╭─ DATA EXTRACTS
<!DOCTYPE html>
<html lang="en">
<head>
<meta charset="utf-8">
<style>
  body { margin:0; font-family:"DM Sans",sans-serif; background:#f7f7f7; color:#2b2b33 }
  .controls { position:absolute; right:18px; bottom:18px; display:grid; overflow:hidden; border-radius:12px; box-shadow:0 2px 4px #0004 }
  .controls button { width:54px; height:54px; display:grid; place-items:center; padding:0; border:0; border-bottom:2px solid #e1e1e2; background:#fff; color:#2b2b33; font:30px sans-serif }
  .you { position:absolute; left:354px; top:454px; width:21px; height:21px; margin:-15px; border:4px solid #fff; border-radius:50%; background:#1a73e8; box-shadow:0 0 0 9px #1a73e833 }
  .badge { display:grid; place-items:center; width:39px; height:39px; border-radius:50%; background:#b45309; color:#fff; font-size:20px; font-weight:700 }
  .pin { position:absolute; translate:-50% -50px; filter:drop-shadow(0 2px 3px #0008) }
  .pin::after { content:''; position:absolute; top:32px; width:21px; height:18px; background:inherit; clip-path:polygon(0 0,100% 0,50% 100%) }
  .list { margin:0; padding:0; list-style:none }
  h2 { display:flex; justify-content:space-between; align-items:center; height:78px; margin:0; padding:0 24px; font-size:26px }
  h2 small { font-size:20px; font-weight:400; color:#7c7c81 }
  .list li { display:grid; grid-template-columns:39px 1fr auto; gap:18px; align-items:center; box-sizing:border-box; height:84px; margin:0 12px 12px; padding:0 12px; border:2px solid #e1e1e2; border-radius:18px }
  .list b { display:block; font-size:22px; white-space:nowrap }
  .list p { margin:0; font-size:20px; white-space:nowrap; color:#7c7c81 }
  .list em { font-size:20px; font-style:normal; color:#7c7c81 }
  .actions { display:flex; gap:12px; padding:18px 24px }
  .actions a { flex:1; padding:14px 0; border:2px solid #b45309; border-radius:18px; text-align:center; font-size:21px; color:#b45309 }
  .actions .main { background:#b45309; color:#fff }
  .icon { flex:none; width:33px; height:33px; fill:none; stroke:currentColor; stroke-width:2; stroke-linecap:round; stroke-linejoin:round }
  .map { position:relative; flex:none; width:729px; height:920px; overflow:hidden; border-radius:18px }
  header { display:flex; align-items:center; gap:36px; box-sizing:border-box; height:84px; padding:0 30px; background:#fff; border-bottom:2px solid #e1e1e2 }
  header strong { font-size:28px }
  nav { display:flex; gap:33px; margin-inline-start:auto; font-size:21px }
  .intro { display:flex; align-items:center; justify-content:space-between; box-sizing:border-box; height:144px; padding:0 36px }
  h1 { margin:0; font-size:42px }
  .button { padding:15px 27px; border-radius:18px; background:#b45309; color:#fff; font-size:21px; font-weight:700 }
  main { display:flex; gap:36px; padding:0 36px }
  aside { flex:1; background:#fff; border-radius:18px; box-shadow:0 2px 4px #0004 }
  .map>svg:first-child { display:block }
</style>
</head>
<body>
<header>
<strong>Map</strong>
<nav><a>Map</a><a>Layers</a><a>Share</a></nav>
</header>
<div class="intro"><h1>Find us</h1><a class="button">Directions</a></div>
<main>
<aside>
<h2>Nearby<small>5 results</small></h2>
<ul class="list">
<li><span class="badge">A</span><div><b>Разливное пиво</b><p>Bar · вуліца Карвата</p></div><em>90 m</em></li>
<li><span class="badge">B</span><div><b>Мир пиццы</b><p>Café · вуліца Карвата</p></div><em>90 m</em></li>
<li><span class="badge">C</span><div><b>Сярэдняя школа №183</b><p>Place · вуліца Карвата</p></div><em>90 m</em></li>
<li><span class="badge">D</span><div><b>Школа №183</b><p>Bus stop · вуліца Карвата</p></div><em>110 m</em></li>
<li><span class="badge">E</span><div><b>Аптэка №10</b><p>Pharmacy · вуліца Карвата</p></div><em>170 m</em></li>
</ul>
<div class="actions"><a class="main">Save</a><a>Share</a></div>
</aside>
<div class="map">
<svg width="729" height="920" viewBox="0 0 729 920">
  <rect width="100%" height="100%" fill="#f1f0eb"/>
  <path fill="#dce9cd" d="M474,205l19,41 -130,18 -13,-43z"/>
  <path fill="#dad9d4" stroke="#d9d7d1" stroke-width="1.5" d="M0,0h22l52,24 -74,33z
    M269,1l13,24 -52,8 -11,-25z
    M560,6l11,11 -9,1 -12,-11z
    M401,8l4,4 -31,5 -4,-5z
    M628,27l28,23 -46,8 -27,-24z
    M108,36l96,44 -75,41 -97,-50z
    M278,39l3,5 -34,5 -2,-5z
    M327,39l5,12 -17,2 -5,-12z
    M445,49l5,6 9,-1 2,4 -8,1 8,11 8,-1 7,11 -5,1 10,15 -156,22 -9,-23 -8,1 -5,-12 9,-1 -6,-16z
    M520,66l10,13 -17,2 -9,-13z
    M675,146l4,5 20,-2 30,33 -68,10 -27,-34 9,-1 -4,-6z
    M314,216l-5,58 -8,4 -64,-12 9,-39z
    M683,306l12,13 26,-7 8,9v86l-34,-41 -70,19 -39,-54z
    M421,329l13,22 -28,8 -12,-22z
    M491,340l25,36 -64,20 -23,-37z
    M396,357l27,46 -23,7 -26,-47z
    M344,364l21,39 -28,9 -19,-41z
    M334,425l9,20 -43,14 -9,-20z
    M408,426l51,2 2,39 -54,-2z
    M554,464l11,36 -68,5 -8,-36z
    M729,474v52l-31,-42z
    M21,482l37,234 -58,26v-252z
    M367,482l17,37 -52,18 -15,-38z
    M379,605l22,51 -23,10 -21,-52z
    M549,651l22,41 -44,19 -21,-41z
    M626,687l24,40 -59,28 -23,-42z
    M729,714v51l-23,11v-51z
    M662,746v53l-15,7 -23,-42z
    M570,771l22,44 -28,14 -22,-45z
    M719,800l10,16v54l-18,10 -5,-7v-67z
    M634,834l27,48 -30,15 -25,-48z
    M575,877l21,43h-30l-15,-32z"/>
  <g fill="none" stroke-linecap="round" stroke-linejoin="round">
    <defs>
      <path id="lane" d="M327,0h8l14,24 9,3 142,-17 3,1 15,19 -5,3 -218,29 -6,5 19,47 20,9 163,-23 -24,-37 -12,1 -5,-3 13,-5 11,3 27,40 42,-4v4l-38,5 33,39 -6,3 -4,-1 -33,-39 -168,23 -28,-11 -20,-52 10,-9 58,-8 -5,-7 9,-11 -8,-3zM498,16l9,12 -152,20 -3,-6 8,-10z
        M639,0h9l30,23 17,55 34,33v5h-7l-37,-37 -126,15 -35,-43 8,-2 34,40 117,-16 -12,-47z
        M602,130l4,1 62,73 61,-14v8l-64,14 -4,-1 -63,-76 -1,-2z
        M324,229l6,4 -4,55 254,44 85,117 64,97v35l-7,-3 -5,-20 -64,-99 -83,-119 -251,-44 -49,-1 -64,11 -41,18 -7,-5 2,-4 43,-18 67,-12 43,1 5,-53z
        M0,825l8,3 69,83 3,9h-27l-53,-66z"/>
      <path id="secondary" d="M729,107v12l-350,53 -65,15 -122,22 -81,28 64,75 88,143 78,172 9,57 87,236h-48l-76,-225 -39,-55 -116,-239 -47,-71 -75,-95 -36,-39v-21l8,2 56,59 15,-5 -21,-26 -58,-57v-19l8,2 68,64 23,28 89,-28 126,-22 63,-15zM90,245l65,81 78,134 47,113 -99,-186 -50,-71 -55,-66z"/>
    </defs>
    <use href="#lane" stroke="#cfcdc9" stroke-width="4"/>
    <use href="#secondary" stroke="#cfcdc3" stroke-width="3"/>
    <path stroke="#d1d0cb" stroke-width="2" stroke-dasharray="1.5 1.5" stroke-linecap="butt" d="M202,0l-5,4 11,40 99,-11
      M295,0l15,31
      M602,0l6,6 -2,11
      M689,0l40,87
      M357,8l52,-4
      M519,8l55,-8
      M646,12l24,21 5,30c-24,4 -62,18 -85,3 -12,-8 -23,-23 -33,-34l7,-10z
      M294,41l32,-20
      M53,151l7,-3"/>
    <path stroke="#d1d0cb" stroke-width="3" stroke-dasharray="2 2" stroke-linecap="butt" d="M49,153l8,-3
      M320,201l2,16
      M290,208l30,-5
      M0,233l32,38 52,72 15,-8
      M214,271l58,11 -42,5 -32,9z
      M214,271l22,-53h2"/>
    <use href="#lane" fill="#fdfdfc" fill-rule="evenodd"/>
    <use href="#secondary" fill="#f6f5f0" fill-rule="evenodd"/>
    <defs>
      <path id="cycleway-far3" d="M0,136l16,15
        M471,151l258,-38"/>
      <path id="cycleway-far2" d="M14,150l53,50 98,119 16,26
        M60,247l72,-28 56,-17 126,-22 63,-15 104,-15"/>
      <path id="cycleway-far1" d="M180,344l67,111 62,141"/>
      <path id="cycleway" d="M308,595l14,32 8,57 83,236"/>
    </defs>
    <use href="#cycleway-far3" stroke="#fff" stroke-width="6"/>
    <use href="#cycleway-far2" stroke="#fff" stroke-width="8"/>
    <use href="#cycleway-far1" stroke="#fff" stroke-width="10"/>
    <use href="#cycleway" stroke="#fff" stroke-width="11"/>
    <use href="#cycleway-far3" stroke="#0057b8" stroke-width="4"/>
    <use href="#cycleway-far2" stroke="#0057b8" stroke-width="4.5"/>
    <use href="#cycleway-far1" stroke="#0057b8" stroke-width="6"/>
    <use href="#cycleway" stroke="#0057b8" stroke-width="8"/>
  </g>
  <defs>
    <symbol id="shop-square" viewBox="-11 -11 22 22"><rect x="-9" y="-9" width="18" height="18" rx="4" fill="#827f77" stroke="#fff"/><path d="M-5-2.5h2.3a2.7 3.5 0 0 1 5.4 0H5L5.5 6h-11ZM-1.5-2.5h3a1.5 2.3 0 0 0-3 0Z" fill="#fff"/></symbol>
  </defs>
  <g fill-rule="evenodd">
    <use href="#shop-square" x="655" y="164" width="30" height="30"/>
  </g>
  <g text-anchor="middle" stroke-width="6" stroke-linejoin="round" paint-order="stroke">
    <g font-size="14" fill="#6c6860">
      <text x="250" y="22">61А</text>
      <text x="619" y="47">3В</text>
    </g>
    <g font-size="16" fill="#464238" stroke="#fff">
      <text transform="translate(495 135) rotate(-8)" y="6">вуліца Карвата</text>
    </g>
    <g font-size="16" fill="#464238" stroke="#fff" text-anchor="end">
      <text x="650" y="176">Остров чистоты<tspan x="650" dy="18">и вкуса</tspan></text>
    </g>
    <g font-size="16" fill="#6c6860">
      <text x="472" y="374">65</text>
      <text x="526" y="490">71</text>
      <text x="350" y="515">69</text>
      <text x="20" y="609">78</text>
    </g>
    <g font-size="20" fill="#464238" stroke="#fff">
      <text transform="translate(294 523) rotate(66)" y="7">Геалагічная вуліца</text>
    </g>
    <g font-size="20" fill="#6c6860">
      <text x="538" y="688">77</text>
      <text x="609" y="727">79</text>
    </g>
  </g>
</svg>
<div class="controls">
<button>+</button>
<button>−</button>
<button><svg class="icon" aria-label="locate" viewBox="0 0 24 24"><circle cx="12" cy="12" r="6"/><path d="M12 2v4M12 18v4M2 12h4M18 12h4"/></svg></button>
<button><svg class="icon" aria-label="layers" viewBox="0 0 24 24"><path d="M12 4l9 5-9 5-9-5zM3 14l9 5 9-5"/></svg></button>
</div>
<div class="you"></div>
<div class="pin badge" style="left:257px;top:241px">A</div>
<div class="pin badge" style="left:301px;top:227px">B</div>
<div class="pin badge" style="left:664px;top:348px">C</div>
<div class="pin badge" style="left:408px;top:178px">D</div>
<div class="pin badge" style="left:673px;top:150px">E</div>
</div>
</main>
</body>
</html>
╰─
Of the entries above, transcribe exactly those lines that fall between the line containing "M408,426l51,2 2,39 -54,-2z" and the line containing "M729,714v51l-23,11v-51z", together with those two lines.

• _EXPECTED ANSWER_
    M408,426l51,2 2,39 -54,-2z
    M554,464l11,36 -68,5 -8,-36z
    M729,474v52l-31,-42z
    M21,482l37,234 -58,26v-252z
    M367,482l17,37 -52,18 -15,-38z
    M379,605l22,51 -23,10 -21,-52z
    M549,651l22,41 -44,19 -21,-41z
    M626,687l24,40 -59,28 -23,-42z
    M729,714v51l-23,11v-51z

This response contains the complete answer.